In origine l’edificio altro non era che un modesto palazzo la cui ristrutturazione venne affidata a Gaudì da un altolocato industriale tessile, Battlò per l’appunto, nel 1904; tale incarico costituì una sfida non di poco conto per l’architetto, vista la forma stretta ed allungata dell’edificio, tuttavia Gaudì, nel 1907, presentò un’opera incredibile, stravolgendo completamente le fattezze originali dello stesso. La facciata principale subì delle modifiche rivoluzionarie, il cortile centrale venne ampliato ed addirittura l’altezza subì una variazione grazie all’aggiunta di due piani.
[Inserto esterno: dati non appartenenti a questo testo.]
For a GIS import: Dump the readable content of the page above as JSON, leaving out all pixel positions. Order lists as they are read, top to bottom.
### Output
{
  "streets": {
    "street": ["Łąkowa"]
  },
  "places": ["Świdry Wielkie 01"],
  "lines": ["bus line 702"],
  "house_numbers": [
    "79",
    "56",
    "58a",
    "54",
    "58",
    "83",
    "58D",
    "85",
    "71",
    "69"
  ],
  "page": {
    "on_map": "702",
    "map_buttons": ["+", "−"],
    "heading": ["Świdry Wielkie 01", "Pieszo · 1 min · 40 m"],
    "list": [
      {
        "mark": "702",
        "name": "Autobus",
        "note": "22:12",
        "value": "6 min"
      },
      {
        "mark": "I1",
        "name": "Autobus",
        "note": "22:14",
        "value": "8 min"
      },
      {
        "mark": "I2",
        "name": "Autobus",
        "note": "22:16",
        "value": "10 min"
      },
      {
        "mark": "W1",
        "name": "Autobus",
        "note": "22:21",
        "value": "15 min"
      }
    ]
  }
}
Il sistema di aerazione, costituito da lamelle lignee mobili
Salendo lungo la scalinata
Da un piano all’altro la luce aumenta grazie alla vetrata posta sulla sommità, tant’è che sembra di nuotare verso la superficie del mare
Osservando oltre la vetrata del parapetto la sensazione è di vedere il mondo oltre l’acqua del mare
Incredible, eh?

Nella realizzazione di Casa Battlò, a mio avviso, Gaudì dimostrò di aver raggiunto la massima maturità stilistica, la sua personale visione del sistema edilizio, fondendo le linee caratteristiche che lo hanno sempre contraddistinto con l’esigenza di funzionalità dimostrata dalla presenza di ottimi ed innovativi sistemi di aerazione. La facciata anteriore è scolpita in pietra arenaria di Montjuic, sostenuta da possenti colonne a zampa di elefante alla base del complesso, aggettanti in maniera tale da amplificare lo spazio visivo dello stesso, mentre il resto della facciata è movimentata da un ritmo ondulato come le onde del mare e totalmente avulso da qualsiasi regola della linea retta, quindi sempre in perfetta armonia con le linee morbide e vibranti del mondo naturale. Il rivestimento ceramico dell’edificio conferisce lucentezza, magia, sogno, grazie al riverbero della luce regalato dalle manifatture prodotte a Palma de Maiorca, grazie agli effetti cangianti che ho osservato sotto il sole già alto della tarda mattinata. Ma lo spettacolo più bello l’ho avuto salendo le scale quando, al di là di quello che può sembrare la semplice recinzione di un ballatoio, abbassandosi e guardandovi attraverso, regala la sensazione di trovarsi sott’acqua, nel blu del Mediterraneo, e di osservare il mondo al di là del suo naturale movimento … incredibile quanto la sensazione sia realistica e quanto genio vi sia stato dietro questa intuizione. I balconi seguono il moto curvilineo che permea l’intero edificio, assumendo quasi la forma di ossa umane (da qui il nomignolo de “la casa de los huesos”), ma il botto finale lo si ha salendo sul tetto, dove ammiriamo i comignoli color verde erba, una torretta su cui svettano gli anagrammi di Gesù, Giuseppe e Maria, il pennacchio con la croce rappresentante i punti cardinali ed innumerevoli strutture che vi illustro meglio negli scatti a seguire.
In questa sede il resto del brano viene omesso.